Records provided.
========
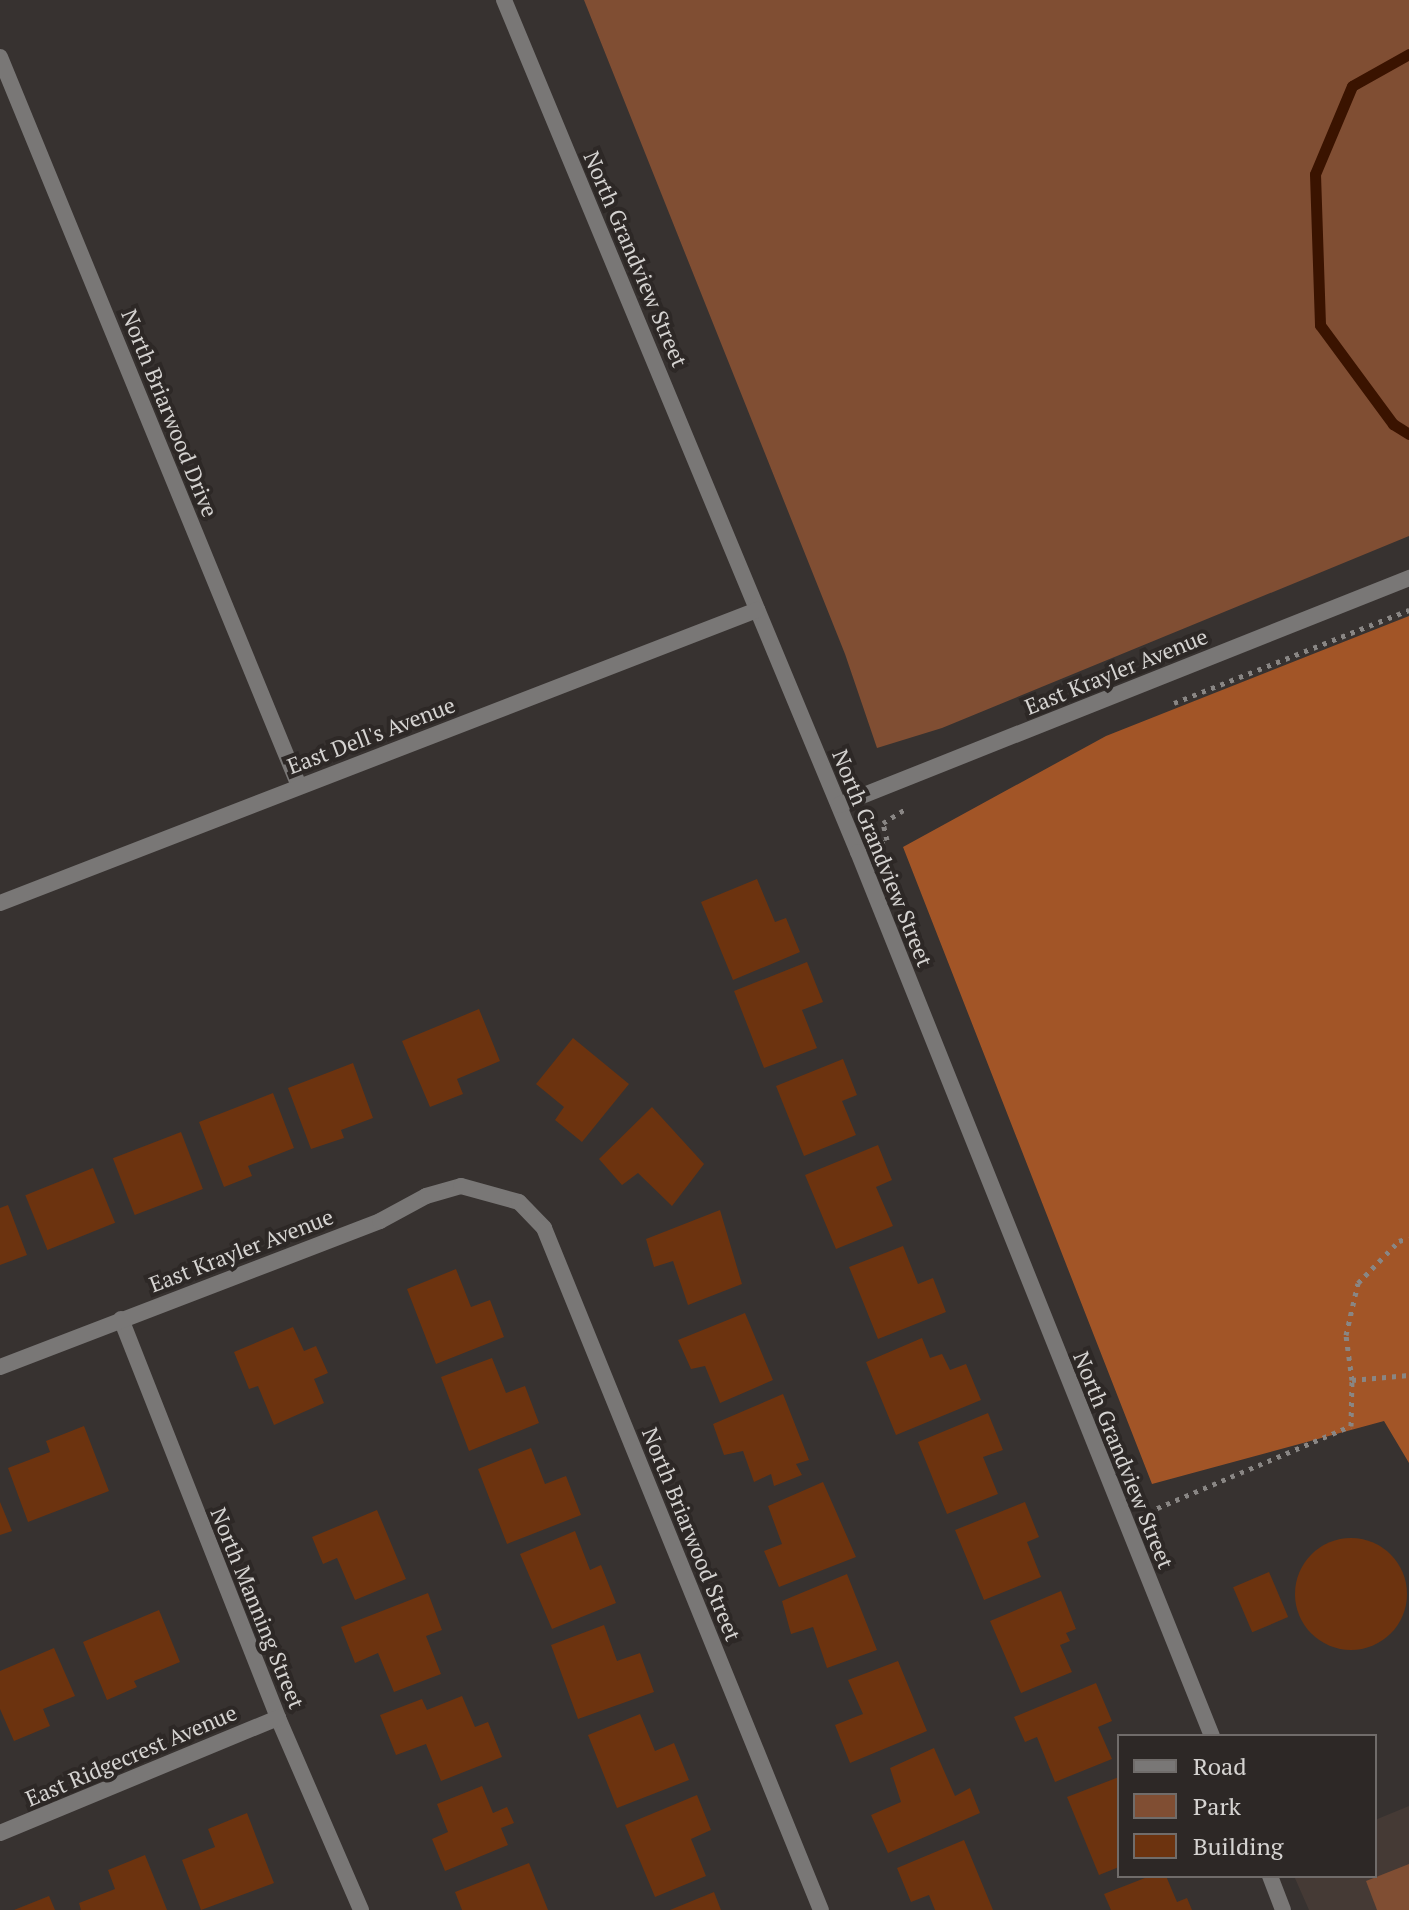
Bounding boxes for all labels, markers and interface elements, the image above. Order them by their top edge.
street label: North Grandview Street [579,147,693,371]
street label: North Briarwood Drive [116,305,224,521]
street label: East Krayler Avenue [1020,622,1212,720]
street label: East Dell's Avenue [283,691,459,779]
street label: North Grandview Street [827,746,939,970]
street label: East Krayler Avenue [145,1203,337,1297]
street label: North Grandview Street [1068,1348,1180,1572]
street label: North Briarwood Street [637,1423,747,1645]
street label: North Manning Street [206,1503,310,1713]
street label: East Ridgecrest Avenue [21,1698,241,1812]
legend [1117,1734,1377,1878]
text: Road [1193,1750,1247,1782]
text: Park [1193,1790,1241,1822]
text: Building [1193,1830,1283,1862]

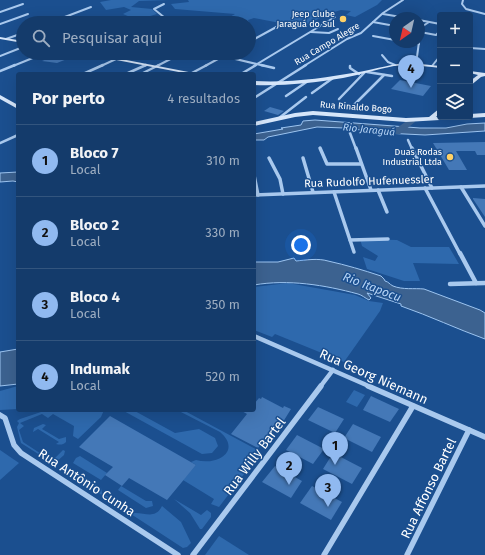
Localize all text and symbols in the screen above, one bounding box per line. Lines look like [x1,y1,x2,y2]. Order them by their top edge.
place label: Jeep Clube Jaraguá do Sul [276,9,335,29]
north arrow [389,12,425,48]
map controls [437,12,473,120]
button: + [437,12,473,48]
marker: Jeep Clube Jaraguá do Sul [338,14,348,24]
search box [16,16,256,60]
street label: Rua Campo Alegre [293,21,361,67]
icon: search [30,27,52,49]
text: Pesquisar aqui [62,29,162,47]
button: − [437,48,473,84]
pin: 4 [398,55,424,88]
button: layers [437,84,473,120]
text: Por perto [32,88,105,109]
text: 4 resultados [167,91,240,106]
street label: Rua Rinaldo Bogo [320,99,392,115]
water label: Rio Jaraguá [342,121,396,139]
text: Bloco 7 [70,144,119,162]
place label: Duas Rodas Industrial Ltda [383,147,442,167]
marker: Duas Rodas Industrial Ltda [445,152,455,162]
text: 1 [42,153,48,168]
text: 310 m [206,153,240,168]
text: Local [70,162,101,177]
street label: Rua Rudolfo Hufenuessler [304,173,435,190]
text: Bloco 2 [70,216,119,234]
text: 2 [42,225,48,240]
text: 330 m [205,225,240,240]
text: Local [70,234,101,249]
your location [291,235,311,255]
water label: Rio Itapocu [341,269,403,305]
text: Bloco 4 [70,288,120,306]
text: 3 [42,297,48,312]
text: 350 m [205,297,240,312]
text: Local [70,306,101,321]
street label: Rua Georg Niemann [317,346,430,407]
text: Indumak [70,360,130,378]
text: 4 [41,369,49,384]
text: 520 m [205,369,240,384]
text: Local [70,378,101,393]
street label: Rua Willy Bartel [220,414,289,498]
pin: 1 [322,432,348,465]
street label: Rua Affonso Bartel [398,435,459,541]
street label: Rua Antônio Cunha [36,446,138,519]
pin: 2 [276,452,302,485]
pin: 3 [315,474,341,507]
========
Work to be completed. Return every line of the preceding records in which the word "Order" appears.

Result of this task.
Bounding boxes for all labels, markers and interface elements, the image above. Order them by their top edge.
Localize all text and symbols in the screen above, one bounding box per line. Lines look like [x1,y1,x2,y2]. Order them by their top edge.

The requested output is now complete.